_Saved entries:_
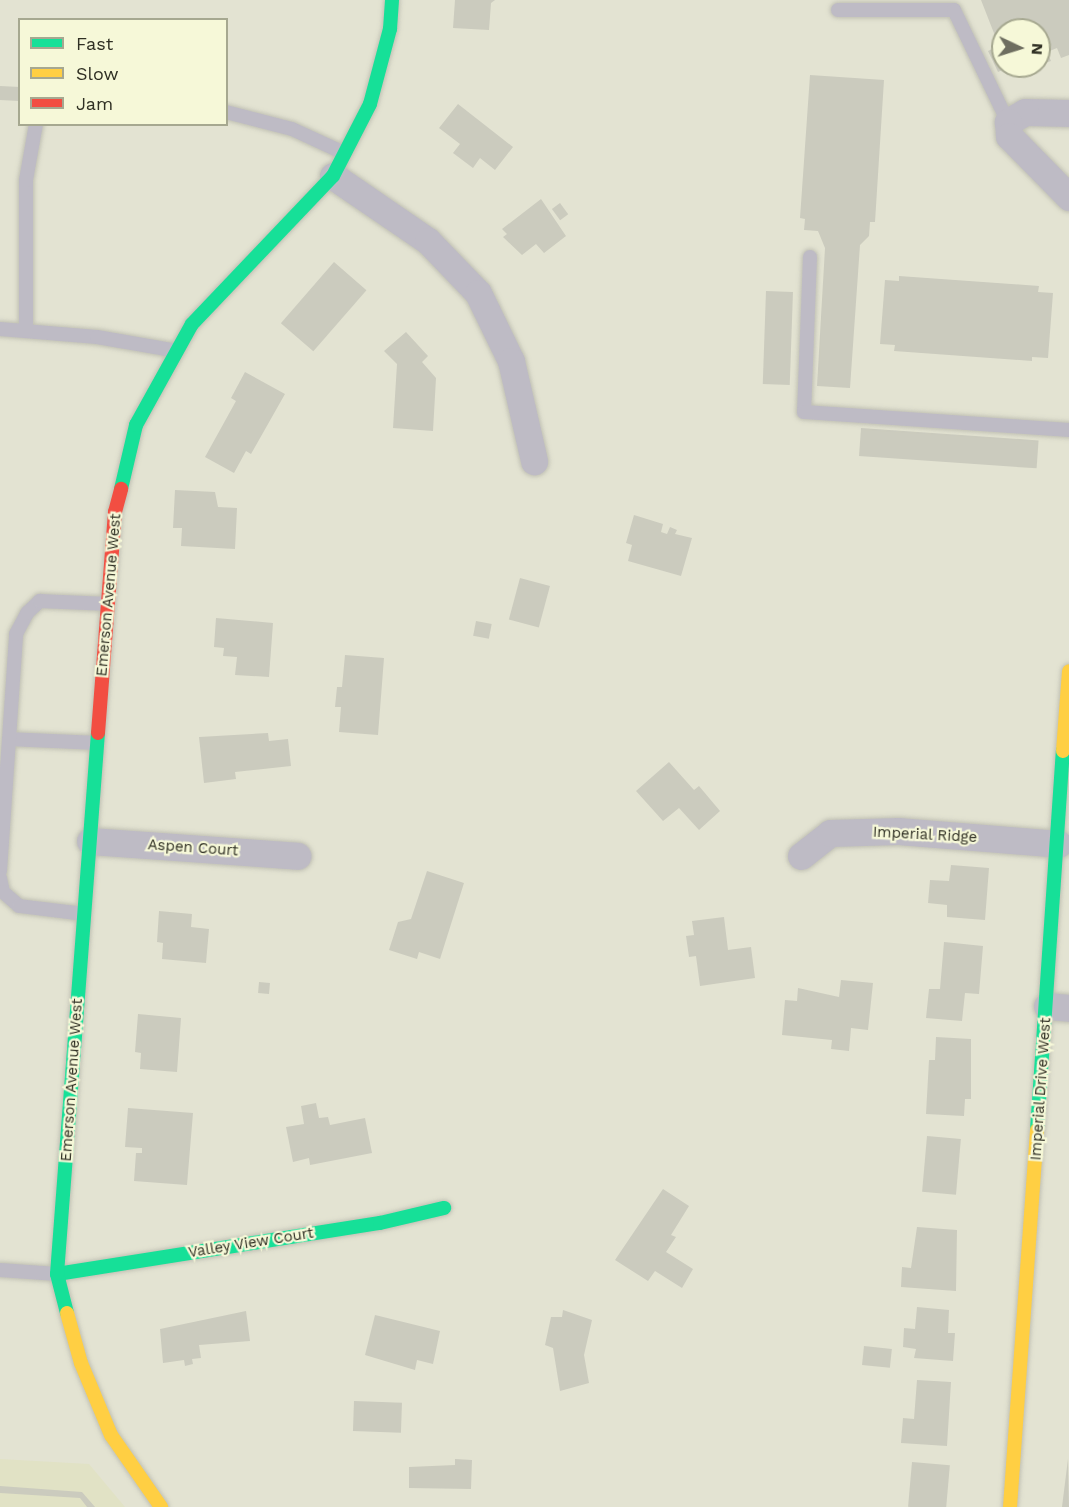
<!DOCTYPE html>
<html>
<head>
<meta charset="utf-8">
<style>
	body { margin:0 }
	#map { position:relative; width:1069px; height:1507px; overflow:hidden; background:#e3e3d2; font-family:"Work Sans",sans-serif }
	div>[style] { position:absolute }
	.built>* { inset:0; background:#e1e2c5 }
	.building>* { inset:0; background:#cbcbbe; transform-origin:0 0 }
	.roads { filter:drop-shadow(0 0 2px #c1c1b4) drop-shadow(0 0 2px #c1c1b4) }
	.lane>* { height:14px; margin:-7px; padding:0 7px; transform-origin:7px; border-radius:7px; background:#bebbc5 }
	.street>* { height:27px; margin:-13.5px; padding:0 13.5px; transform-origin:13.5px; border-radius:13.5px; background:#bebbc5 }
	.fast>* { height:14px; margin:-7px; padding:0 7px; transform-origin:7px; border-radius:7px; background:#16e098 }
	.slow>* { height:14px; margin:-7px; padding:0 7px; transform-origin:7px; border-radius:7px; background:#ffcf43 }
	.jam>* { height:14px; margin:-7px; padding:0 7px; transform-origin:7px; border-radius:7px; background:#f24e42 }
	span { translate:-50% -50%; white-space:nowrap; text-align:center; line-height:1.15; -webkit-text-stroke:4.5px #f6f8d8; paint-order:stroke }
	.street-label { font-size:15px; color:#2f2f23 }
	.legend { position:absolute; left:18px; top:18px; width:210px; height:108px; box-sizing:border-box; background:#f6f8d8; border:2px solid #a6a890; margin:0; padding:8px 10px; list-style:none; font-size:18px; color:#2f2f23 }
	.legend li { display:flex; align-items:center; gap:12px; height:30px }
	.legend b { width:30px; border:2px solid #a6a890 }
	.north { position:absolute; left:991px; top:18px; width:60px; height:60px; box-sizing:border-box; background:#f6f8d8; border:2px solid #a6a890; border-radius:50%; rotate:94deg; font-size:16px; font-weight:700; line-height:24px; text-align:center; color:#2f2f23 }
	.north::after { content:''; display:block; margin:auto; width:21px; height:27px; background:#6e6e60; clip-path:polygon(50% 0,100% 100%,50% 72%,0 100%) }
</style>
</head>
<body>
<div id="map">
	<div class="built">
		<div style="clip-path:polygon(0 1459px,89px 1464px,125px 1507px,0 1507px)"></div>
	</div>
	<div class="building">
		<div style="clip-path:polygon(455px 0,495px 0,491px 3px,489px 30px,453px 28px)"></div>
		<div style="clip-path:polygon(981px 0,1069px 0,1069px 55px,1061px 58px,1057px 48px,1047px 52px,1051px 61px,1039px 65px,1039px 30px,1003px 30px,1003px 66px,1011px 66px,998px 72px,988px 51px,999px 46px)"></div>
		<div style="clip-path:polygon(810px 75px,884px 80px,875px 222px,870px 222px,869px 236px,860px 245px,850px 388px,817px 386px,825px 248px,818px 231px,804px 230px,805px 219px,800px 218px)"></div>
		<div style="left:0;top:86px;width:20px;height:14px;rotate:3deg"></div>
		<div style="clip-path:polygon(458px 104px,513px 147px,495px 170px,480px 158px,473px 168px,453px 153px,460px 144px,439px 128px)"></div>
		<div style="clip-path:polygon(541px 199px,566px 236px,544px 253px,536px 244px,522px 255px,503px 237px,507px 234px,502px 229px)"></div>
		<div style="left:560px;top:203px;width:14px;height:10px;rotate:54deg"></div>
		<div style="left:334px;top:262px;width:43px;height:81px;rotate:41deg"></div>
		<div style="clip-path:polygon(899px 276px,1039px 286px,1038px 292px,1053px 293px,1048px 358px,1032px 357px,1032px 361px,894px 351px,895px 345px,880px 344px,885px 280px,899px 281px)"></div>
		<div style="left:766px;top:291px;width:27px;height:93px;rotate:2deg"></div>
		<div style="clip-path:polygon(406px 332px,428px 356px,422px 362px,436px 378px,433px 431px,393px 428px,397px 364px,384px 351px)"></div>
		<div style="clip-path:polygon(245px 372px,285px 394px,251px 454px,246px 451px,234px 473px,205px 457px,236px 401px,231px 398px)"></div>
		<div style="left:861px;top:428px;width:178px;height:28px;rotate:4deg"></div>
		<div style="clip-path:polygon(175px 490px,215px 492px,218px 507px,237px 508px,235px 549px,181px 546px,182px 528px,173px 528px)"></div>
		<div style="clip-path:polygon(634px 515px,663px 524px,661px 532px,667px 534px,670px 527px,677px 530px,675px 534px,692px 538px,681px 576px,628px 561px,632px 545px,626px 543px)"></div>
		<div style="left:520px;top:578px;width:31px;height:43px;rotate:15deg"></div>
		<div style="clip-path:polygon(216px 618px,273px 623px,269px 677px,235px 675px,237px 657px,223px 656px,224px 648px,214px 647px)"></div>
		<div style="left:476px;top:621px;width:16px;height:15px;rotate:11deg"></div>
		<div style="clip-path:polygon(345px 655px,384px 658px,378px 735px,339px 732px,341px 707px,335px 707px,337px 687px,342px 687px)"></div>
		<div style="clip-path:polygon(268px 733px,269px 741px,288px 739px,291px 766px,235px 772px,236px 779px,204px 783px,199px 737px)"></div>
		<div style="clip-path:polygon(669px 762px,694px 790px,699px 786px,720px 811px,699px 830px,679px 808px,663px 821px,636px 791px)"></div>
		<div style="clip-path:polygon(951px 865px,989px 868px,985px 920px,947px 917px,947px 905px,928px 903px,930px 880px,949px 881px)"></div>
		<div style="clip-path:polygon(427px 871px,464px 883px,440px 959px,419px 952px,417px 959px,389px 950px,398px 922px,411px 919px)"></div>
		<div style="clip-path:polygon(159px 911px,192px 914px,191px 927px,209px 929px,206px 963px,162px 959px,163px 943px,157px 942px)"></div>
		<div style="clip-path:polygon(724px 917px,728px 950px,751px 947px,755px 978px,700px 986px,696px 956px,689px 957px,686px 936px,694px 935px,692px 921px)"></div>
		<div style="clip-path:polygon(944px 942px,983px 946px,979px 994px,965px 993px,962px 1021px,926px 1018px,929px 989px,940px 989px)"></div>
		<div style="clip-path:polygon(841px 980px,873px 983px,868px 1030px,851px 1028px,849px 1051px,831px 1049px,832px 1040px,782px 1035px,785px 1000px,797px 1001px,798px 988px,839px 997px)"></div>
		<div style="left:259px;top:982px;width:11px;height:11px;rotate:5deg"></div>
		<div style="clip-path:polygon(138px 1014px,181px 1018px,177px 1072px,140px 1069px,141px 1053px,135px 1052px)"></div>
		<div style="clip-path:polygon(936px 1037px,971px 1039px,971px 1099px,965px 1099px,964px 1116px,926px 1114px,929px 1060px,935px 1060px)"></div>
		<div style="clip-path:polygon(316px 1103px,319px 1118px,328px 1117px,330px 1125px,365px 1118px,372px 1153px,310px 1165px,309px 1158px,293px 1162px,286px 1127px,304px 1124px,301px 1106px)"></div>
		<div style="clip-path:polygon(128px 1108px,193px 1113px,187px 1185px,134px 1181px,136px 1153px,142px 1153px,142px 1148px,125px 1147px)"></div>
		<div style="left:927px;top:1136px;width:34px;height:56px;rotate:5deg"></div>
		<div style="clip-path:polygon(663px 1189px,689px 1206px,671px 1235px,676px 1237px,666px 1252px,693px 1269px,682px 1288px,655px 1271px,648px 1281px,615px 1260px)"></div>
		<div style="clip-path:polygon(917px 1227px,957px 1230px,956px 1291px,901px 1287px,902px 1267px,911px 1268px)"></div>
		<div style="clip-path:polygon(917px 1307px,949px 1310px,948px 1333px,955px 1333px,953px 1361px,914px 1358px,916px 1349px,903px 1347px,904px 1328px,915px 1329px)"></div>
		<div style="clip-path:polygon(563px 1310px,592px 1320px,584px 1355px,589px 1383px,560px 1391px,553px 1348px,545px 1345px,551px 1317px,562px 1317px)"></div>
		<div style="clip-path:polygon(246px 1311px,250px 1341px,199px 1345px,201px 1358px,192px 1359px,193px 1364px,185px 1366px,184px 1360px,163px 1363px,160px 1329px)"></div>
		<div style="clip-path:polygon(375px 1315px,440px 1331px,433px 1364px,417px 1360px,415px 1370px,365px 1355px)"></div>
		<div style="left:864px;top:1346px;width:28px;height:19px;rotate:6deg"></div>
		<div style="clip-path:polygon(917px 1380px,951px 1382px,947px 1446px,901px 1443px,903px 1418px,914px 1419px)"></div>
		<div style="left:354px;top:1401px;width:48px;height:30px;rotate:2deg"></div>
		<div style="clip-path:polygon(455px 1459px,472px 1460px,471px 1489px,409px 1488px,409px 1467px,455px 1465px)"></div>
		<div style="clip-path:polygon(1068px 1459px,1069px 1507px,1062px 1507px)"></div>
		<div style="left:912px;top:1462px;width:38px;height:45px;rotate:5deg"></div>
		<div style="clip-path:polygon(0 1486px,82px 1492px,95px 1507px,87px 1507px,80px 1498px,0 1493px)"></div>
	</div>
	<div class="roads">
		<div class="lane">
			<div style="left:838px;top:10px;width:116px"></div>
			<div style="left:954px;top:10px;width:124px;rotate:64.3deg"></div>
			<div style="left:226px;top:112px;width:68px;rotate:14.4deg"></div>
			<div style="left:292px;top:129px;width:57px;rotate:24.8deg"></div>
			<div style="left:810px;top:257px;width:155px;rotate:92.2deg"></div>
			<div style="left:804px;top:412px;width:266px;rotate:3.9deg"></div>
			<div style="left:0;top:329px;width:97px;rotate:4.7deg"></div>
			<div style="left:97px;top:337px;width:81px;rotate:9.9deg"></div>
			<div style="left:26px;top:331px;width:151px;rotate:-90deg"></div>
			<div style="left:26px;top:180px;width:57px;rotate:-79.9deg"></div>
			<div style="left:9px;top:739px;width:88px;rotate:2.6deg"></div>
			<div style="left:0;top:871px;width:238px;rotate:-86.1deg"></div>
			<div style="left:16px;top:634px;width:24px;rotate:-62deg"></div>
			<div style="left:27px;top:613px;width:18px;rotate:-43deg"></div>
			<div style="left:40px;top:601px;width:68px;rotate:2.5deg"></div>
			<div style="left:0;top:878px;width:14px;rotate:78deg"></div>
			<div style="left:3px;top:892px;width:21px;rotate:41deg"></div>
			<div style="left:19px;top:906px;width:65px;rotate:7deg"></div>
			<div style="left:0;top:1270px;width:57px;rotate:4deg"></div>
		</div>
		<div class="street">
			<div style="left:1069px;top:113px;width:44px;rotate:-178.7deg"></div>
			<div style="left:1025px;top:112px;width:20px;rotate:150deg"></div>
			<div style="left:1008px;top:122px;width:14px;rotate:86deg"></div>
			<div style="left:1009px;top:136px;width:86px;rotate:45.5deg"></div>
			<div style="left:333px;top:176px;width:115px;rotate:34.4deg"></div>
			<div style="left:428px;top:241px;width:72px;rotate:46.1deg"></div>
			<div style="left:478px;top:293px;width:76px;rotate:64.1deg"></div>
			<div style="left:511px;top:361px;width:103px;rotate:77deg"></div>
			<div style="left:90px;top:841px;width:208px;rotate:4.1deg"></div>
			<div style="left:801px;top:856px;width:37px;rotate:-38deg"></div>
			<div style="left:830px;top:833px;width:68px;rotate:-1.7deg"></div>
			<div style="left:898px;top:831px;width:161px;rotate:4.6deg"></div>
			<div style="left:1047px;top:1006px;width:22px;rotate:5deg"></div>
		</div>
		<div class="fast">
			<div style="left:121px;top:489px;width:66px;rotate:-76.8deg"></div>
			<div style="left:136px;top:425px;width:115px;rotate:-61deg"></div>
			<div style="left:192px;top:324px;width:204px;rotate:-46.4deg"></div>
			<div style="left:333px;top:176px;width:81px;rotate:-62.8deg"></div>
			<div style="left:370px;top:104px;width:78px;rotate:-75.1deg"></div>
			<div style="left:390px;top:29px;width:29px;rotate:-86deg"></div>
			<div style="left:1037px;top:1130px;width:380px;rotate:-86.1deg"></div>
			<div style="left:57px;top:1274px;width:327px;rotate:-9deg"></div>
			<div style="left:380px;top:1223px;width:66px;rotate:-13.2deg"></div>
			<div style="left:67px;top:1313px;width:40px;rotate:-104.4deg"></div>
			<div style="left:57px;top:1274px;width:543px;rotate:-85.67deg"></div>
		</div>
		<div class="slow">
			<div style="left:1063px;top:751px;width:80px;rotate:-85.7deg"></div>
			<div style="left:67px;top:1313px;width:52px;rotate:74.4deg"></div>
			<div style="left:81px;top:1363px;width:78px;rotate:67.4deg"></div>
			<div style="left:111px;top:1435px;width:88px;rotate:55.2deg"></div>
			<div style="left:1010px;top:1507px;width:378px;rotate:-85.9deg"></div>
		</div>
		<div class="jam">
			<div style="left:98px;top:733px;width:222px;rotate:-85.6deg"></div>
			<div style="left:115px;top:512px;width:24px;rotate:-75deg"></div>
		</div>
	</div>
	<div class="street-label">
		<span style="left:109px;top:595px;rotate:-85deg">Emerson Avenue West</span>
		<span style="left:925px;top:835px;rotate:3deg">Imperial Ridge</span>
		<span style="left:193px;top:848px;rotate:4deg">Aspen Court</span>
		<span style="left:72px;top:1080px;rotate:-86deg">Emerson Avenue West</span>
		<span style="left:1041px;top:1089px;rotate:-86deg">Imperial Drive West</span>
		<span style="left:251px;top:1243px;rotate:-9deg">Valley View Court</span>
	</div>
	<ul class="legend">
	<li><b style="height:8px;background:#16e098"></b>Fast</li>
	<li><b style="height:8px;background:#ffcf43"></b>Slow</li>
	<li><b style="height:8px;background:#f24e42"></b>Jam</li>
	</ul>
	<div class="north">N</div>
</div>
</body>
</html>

_Work to be completed:_ Please transcribe exactly the lines above from the line that has "position:relative; width:1069px; height:1507px;" up to and including the line that has "filter:drop-shadow(0 0 2px"; no other line belongs in the answer.

_Task result:_
	#map { position:relative; width:1069px; height:1507px; overflow:hidden; background:#e3e3d2; font-family:"Work Sans",sans-serif }
	div>[style] { position:absolute }
	.built>* { inset:0; background:#e1e2c5 }
	.building>* { inset:0; background:#cbcbbe; transform-origin:0 0 }
	.roads { filter:drop-shadow(0 0 2px #c1c1b4) drop-shadow(0 0 2px #c1c1b4) }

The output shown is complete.